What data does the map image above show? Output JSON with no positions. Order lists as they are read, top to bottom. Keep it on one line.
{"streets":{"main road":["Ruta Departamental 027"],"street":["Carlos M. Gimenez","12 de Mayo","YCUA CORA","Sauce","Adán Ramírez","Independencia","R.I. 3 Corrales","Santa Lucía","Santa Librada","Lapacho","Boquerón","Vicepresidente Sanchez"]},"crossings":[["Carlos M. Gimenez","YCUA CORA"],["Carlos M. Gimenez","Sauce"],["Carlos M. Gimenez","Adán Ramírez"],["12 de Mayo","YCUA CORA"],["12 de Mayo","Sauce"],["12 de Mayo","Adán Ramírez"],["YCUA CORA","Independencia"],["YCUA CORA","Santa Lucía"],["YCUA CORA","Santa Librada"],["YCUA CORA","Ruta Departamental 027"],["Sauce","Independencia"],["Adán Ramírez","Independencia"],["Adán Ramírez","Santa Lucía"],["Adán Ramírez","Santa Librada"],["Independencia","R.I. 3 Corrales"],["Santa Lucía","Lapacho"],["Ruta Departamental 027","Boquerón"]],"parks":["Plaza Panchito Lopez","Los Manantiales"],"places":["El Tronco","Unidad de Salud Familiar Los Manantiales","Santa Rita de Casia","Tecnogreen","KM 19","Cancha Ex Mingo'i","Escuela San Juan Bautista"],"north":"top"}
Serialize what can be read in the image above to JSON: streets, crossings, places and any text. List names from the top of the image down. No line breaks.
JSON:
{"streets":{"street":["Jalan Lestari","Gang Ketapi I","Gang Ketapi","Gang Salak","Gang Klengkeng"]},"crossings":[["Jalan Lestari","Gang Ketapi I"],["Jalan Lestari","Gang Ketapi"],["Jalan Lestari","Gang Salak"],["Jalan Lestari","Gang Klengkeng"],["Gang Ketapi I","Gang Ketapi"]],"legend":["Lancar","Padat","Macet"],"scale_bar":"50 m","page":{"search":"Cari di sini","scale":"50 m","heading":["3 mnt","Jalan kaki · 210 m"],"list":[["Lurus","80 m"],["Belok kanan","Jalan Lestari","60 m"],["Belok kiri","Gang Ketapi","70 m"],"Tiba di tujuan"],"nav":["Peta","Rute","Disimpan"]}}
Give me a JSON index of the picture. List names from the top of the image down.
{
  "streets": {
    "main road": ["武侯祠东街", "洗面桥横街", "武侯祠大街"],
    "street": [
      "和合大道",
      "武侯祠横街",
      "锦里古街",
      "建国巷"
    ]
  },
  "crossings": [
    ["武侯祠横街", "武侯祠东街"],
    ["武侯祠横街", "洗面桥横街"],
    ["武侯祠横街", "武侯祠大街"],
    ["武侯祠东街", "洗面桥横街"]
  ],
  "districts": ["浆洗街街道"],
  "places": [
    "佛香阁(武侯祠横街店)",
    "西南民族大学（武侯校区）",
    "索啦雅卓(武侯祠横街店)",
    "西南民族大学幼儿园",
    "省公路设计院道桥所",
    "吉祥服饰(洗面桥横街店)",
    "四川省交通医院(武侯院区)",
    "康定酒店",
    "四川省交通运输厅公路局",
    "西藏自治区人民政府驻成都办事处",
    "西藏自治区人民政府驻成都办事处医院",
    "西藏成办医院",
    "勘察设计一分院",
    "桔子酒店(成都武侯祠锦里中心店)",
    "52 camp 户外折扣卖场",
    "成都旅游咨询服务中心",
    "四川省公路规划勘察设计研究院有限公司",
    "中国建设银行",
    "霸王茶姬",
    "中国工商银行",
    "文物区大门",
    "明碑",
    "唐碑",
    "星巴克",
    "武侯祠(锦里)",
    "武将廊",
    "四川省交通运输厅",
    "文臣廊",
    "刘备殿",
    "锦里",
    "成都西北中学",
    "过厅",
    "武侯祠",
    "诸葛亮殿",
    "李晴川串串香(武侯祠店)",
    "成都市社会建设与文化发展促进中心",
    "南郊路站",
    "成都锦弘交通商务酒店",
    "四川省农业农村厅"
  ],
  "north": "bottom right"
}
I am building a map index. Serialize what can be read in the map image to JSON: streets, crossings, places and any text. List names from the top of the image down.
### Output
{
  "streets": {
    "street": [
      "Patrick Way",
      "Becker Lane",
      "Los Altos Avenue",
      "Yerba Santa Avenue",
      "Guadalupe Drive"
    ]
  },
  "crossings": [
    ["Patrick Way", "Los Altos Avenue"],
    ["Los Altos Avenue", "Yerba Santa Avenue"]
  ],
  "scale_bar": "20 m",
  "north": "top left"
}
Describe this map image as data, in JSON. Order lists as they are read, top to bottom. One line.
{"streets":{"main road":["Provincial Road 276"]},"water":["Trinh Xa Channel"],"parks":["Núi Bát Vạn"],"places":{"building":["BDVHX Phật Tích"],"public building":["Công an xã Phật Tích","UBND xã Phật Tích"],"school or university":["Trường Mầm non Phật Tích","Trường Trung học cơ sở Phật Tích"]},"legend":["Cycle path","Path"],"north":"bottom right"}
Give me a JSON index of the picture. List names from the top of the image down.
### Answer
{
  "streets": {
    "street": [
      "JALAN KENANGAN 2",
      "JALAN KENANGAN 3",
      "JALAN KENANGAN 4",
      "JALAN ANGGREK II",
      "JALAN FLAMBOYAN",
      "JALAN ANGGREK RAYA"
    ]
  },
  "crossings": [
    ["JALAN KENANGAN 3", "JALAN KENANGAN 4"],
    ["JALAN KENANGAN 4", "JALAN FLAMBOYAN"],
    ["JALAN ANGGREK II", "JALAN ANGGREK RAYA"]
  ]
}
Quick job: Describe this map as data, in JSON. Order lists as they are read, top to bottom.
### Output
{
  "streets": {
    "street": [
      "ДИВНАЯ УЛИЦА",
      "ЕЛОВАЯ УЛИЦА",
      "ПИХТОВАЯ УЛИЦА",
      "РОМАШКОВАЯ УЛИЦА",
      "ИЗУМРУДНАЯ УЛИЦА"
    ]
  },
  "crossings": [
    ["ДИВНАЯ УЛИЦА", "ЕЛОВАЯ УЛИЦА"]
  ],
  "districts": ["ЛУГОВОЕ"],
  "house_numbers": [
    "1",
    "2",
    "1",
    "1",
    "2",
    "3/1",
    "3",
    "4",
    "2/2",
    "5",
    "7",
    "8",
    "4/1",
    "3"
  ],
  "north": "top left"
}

• [What needs to be done] Where a line of the records includes "Patrick", copy it.

• [Your response]
      "Patrick Way",
    ["Patrick Way", "Los Altos Avenue"],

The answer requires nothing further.